Collected data
....

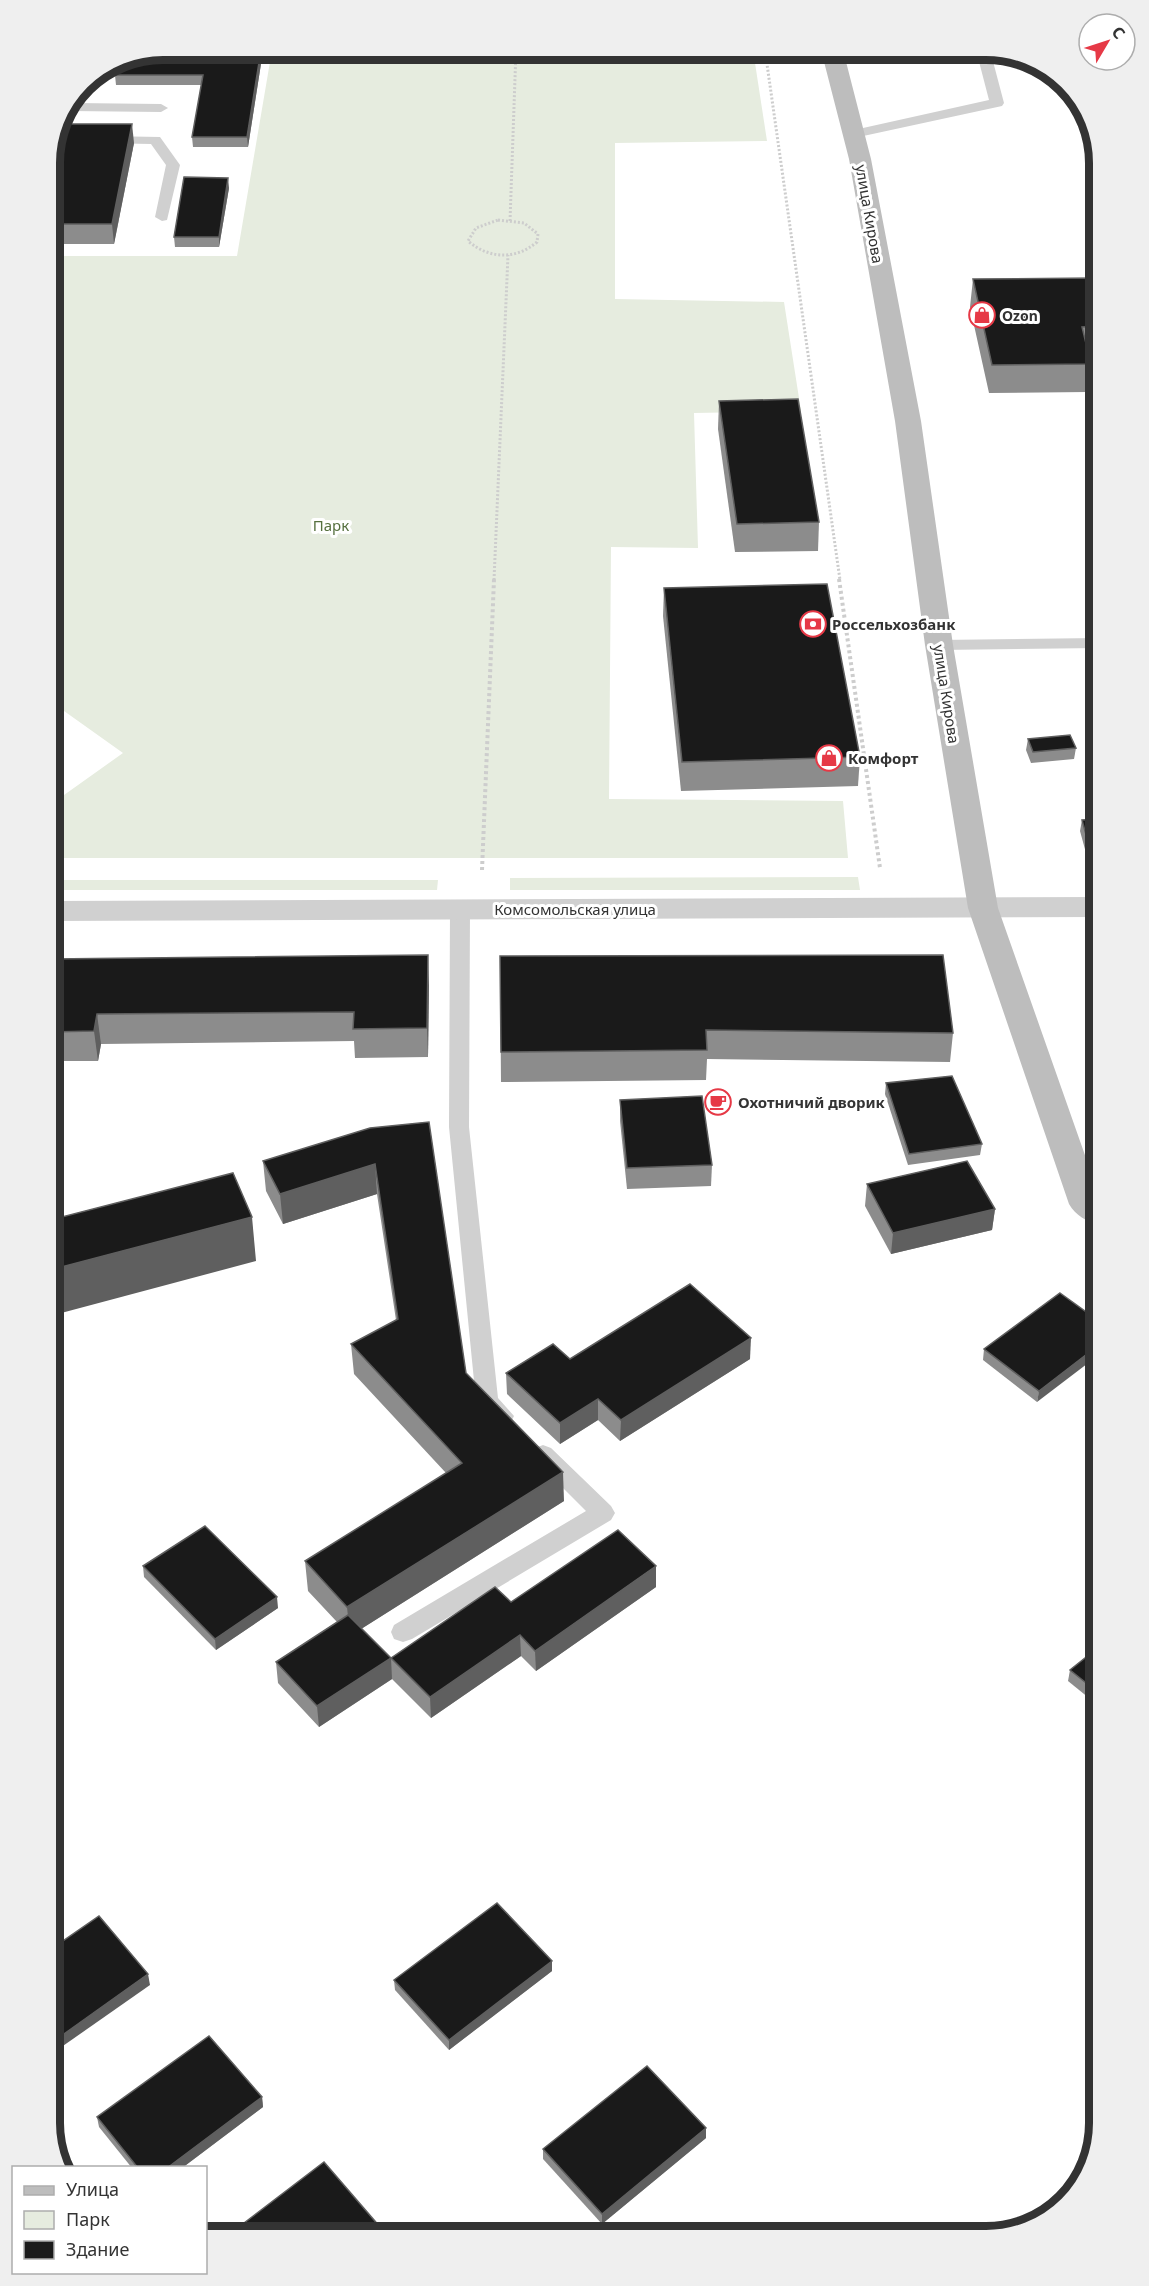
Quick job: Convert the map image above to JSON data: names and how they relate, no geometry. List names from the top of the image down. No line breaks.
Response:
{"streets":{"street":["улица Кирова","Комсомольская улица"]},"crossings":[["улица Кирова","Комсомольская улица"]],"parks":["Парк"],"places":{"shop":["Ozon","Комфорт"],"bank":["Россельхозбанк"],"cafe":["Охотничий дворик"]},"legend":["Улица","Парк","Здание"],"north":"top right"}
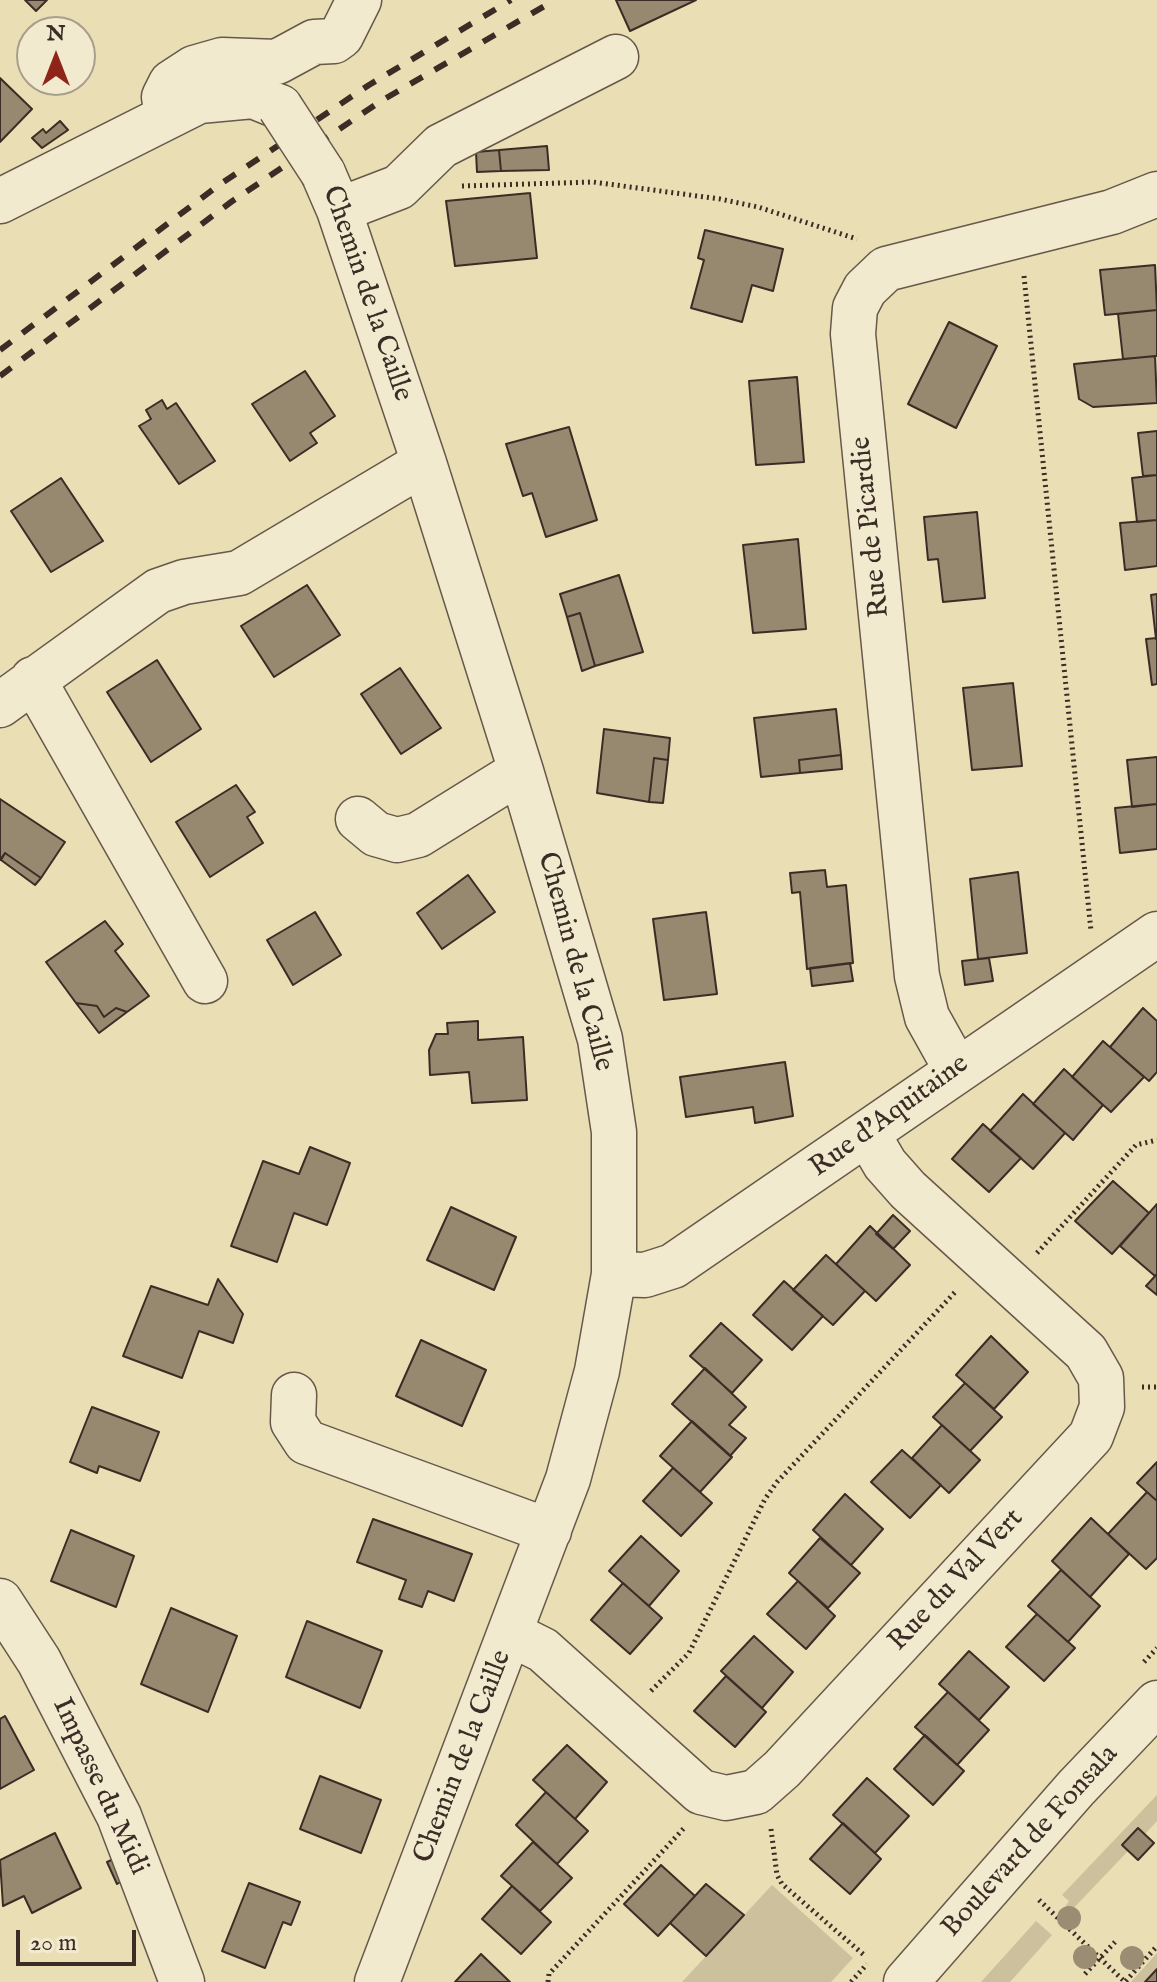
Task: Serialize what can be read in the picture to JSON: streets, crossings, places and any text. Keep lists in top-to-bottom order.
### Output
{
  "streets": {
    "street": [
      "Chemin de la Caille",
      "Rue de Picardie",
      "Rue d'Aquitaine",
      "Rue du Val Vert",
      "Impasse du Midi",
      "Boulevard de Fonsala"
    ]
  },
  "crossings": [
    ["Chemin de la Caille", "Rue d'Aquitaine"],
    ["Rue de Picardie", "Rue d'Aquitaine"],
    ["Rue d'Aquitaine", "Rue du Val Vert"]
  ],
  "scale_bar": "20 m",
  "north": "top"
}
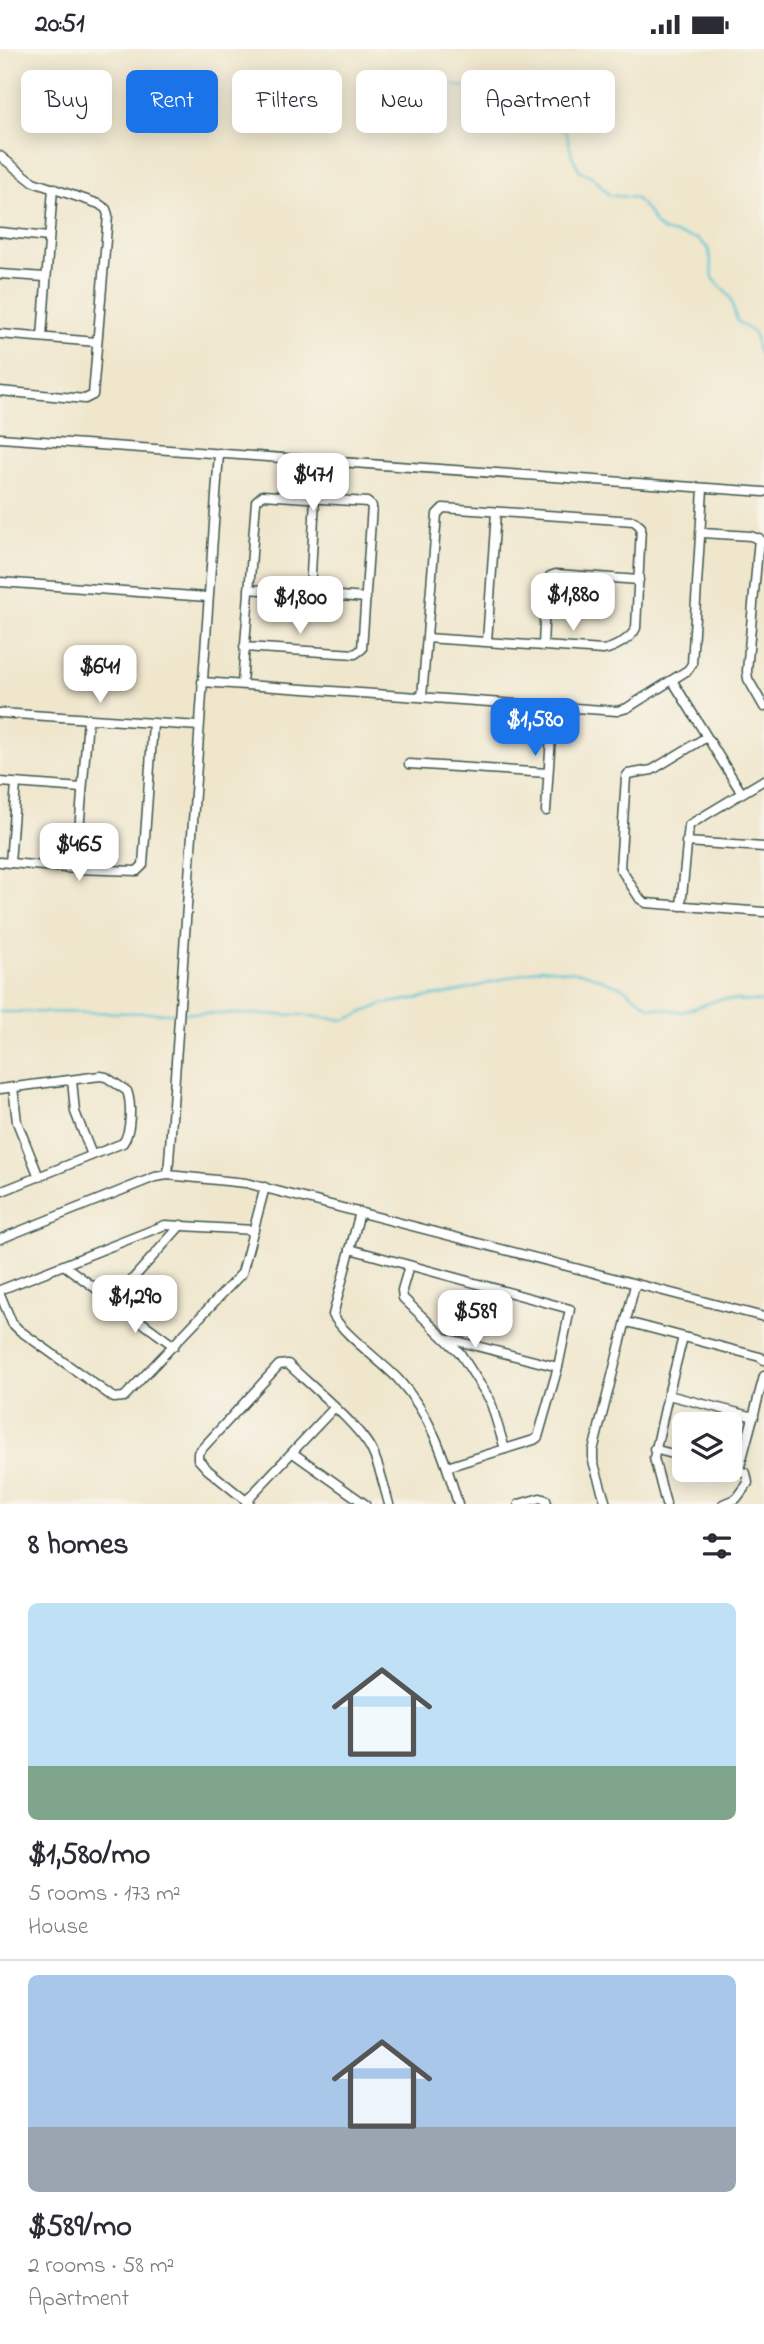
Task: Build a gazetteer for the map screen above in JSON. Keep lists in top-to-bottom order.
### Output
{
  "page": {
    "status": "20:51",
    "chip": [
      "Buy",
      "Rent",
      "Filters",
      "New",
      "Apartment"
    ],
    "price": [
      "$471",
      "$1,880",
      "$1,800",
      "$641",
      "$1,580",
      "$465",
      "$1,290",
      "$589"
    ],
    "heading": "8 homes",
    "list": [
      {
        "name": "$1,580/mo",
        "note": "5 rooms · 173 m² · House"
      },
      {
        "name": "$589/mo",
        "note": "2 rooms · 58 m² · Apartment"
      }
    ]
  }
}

....

- What the task requires
Pictures don't belong in the copy. Restate all the entries exactly.

- Solution for this task
Quick job: Convert the map image above to JSON data: names and how they relate, no geometry. List names from the top of the image down. No line breaks.
Response:
{"streets":{"street":["улица Кирова","Комсомольская улица"]},"crossings":[["улица Кирова","Комсомольская улица"]],"parks":["Парк"],"places":{"shop":["Ozon","Комфорт"],"bank":["Россельхозбанк"],"cafe":["Охотничий дворик"]},"legend":["Улица","Парк","Здание"],"north":"top right"}
Task: Serialize what can be read in the picture to JSON: streets, crossings, places and any text. Keep lists in top-to-bottom order.
### Output
{
  "streets": {
    "street": [
      "Chemin de la Caille",
      "Rue de Picardie",
      "Rue d'Aquitaine",
      "Rue du Val Vert",
      "Impasse du Midi",
      "Boulevard de Fonsala"
    ]
  },
  "crossings": [
    ["Chemin de la Caille", "Rue d'Aquitaine"],
    ["Rue de Picardie", "Rue d'Aquitaine"],
    ["Rue d'Aquitaine", "Rue du Val Vert"]
  ],
  "scale_bar": "20 m",
  "north": "top"
}
Task: Build a gazetteer for the map screen above in JSON. Keep lists in top-to-bottom order.
### Output
{
  "page": {
    "status": "20:51",
    "chip": [
      "Buy",
      "Rent",
      "Filters",
      "New",
      "Apartment"
    ],
    "price": [
      "$471",
      "$1,880",
      "$1,800",
      "$641",
      "$1,580",
      "$465",
      "$1,290",
      "$589"
    ],
    "heading": "8 homes",
    "list": [
      {
        "name": "$1,580/mo",
        "note": "5 rooms · 173 m² · House"
      },
      {
        "name": "$589/mo",
        "note": "2 rooms · 58 m² · Apartment"
      }
    ]
  }
}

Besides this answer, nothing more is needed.